Orlando Auto Accident Resource Center

Orlando and Kissimmee Auto Accident Attorney questions the reasons and reveals truths from his practice as to why Auto Insurance Rates in Florida are Really so High

All of us in Florida have heard the news that insurance rates in our state are through the roof. Yet, every time our lawmakers pass supposed auto insurance reform, do you ever see your rates drop?

The answer is almost always a resounding no. Why, because some of the largest insurers are choosing to fight it out over a few hundred or few thousand dollars they should pay by law to settle a claim. Instead, they choose to spend years of litigation and attorney’s fees and court costs fighting it out over these small sums of money. They finance those fights with guess what – your hard earned premium dollars!

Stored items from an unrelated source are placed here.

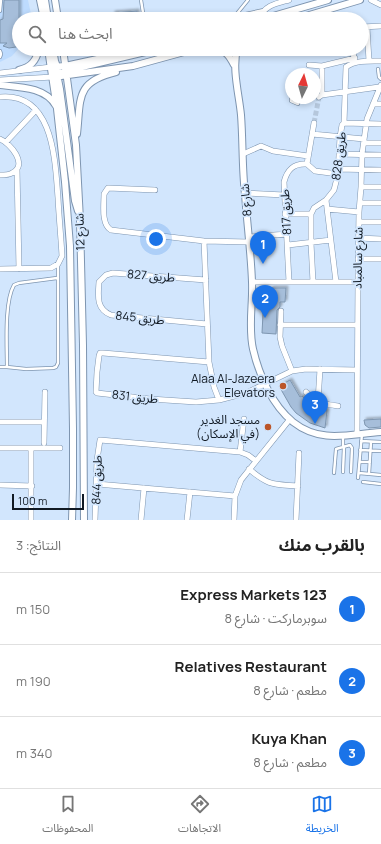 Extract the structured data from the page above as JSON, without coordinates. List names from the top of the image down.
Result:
{
  "streets": {
    "street": [
      "طريق 828",
      "شارع 8",
      "طريق 817",
      "شارع 12",
      "شارع سالمباد",
      "طريق 827",
      "طريق 845",
      "طريق 831",
      "طريق 844"
    ]
  },
  "crossings": [
    ["شارع 8", "شارع سالمباد"],
    ["شارع 8", "طريق 831"],
    ["شارع سالمباد", "طريق 831"],
    ["طريق 827", "طريق 845"]
  ],
  "places": ["Alaa Al-Jazeera Elevators", "مسجد الغدير (في الإسكان)"],
  "scale_bar": "100 m",
  "north": "top",
  "page": {
    "search": "ابحث هنا",
    "pins": ["1", "2", "3"],
    "scale": "100 m",
    "heading": ["بالقرب منك", "النتائج: 3"],
    "list": [
      {
        "mark": "1",
        "name": "123 Express Markets",
        "note": "سوبرماركت · شارع 8",
        "value": "150 m"
      },
      {
        "mark": "2",
        "name": "Relatives Restaurant",
        "note": "مطعم · شارع 8",
        "value": "190 m"
      },
      {
        "mark": "3",
        "name": "Kuya Khan",
        "note": "مطعم · شارع 8",
        "value": "340 m"
      }
    ],
    "nav": ["الخريطة", "الاتجاهات", "المحفوظات"]
  }
} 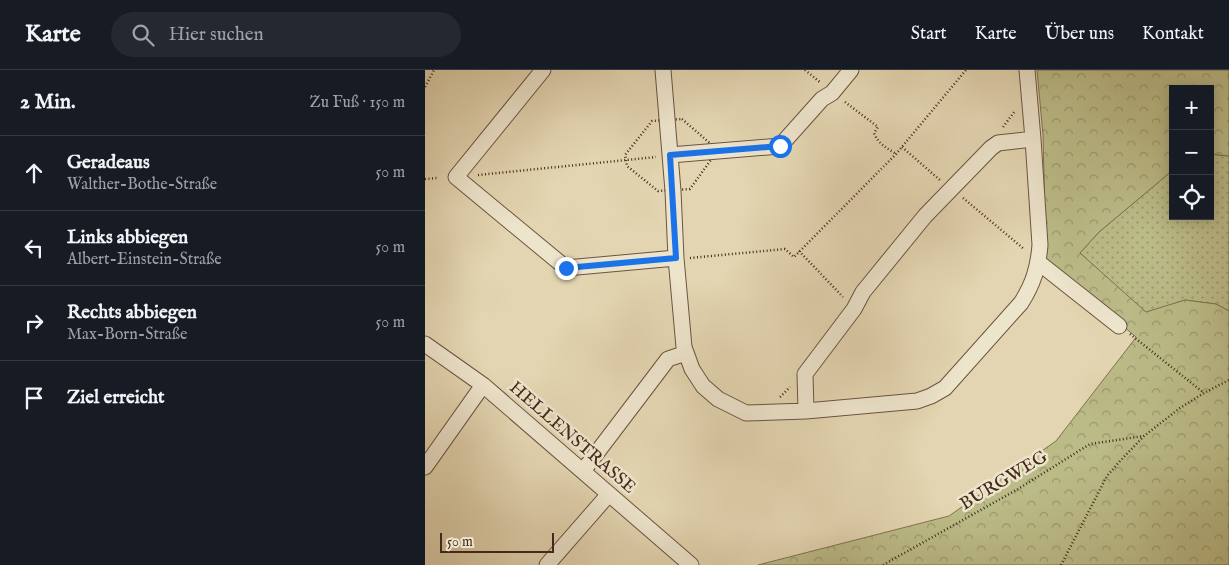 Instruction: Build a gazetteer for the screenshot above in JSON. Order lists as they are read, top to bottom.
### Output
{
  "streets": {
    "street": ["HELLENSTRASSE"],
    "path": ["BURGWEG"]
  },
  "scale_bar": "50 m",
  "page": {
    "header": "Karte",
    "search": "Hier suchen",
    "nav": [
      "Start",
      "Karte",
      "Über uns",
      "Kontakt"
    ],
    "heading": ["2 Min.", "Zu Fuß · 150 m"],
    "map_buttons": ["+", "−"],
    "list": [
      ["Geradeaus", "Walther-Bothe-Straße", "50 m"],
      ["Links abbiegen", "Albert-Einstein-Straße", "50 m"],
      ["Rechts abbiegen", "Max-Born-Straße", "50 m"],
      "Ziel erreicht"
    ],
    "scale": "50 m"
  }
} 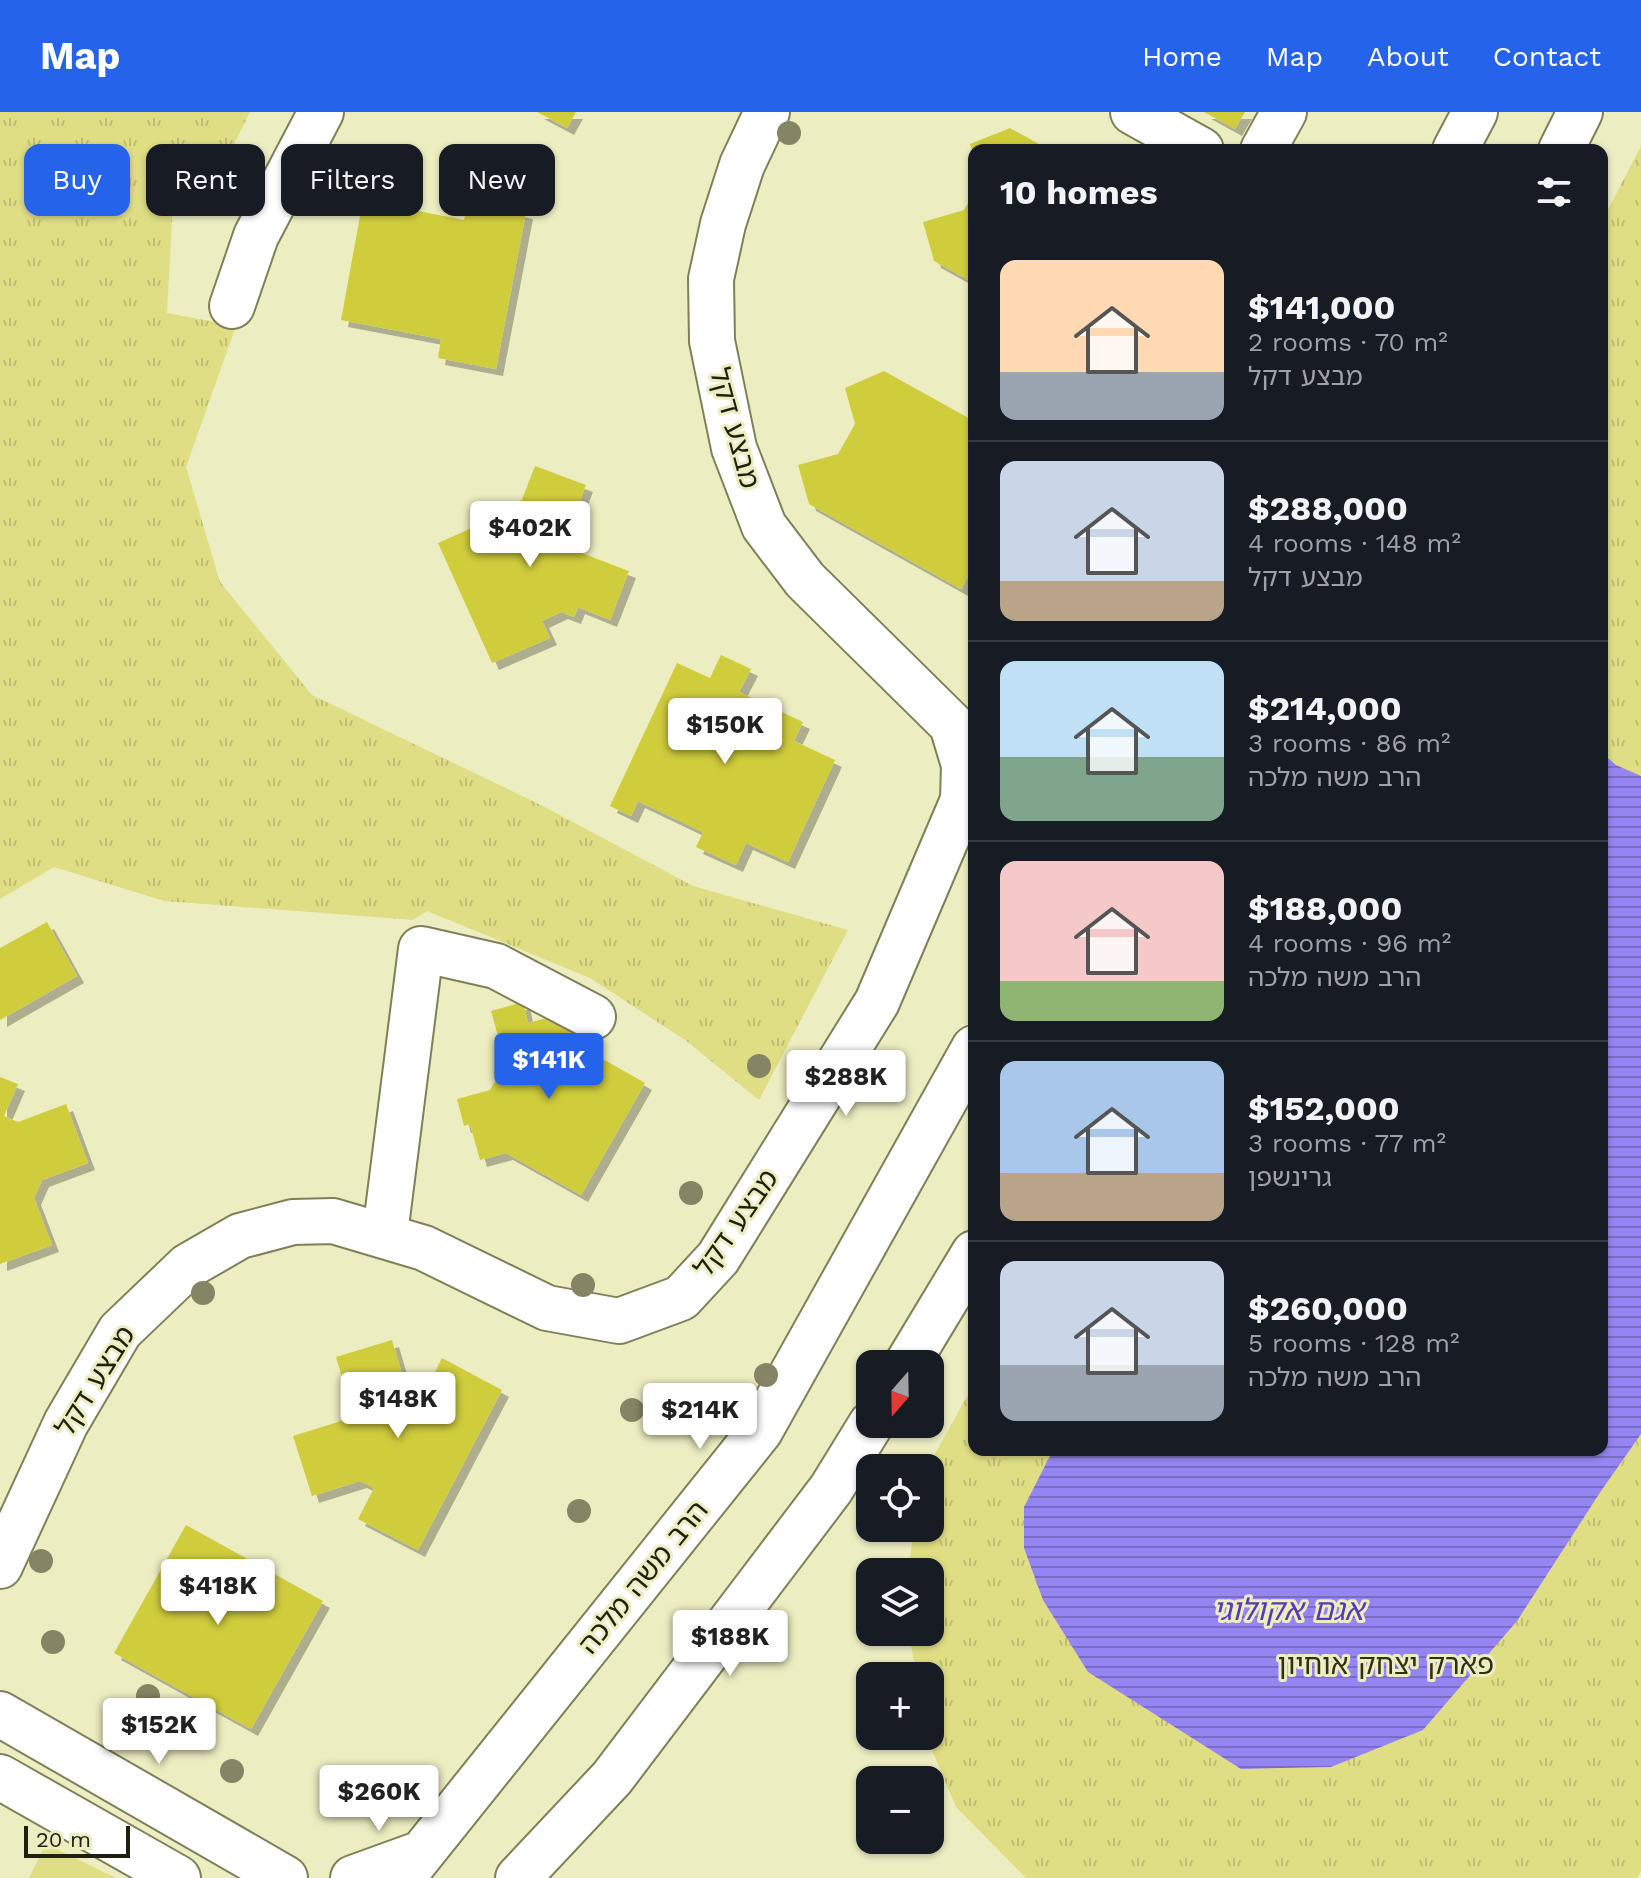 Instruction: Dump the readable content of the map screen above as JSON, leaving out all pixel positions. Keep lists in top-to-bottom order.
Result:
{
  "streets": {
    "street": ["מבצע דקל", "הרב משה מלכה"]
  },
  "water": ["אגם אקולוגי"],
  "parks": ["פארק יצחק אוחיון"],
  "scale_bar": "20 m",
  "north": "bottom",
  "page": {
    "header": "Map",
    "nav": [
      "Home",
      "Map",
      "About",
      "Contact"
    ],
    "chip": [
      "Buy",
      "Rent",
      "Filters",
      "New"
    ],
    "heading": "10 homes",
    "list": [
      {
        "name": "$141,000",
        "note": "2 rooms · 70 m² · מבצע דקל"
      },
      {
        "name": "$288,000",
        "note": "4 rooms · 148 m² · מבצע דקל"
      },
      {
        "name": "$214,000",
        "note": "3 rooms · 86 m² · הרב משה מלכה"
      },
      {
        "name": "$188,000",
        "note": "4 rooms · 96 m² · הרב משה מלכה"
      },
      {
        "name": "$152,000",
        "note": "3 rooms · 77 m² · גרינשפן"
      },
      {
        "name": "$260,000",
        "note": "5 rooms · 128 m² · הרב משה מלכה"
      }
    ],
    "price": [
      "$402K",
      "$150K",
      "$141K",
      "$288K",
      "$148K",
      "$214K",
      "$418K",
      "$188K",
      "$152K",
      "$260K"
    ],
    "map_buttons": ["+", "−"],
    "scale": "20 m"
  }
}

Let me give you a typical example. You are involved in a car accident. You treat conservatively with a doctor, usually a chiropractic or doctor who specializes in physical rehabilitative medicine. You get an MRI on your neck, back or both. You complete care, with the doctor stating that you have a permanent impairment. You are thus entitled under Florida Law, to damages for pain and suffering, stress and inconvenience suffered as a result of the accident. Your total medical expenses are about $15,000.00. Your PIP insurance paid $10,000, so you have $5,000 in out-of-pocket medical expenses, and your pain and suffering claim.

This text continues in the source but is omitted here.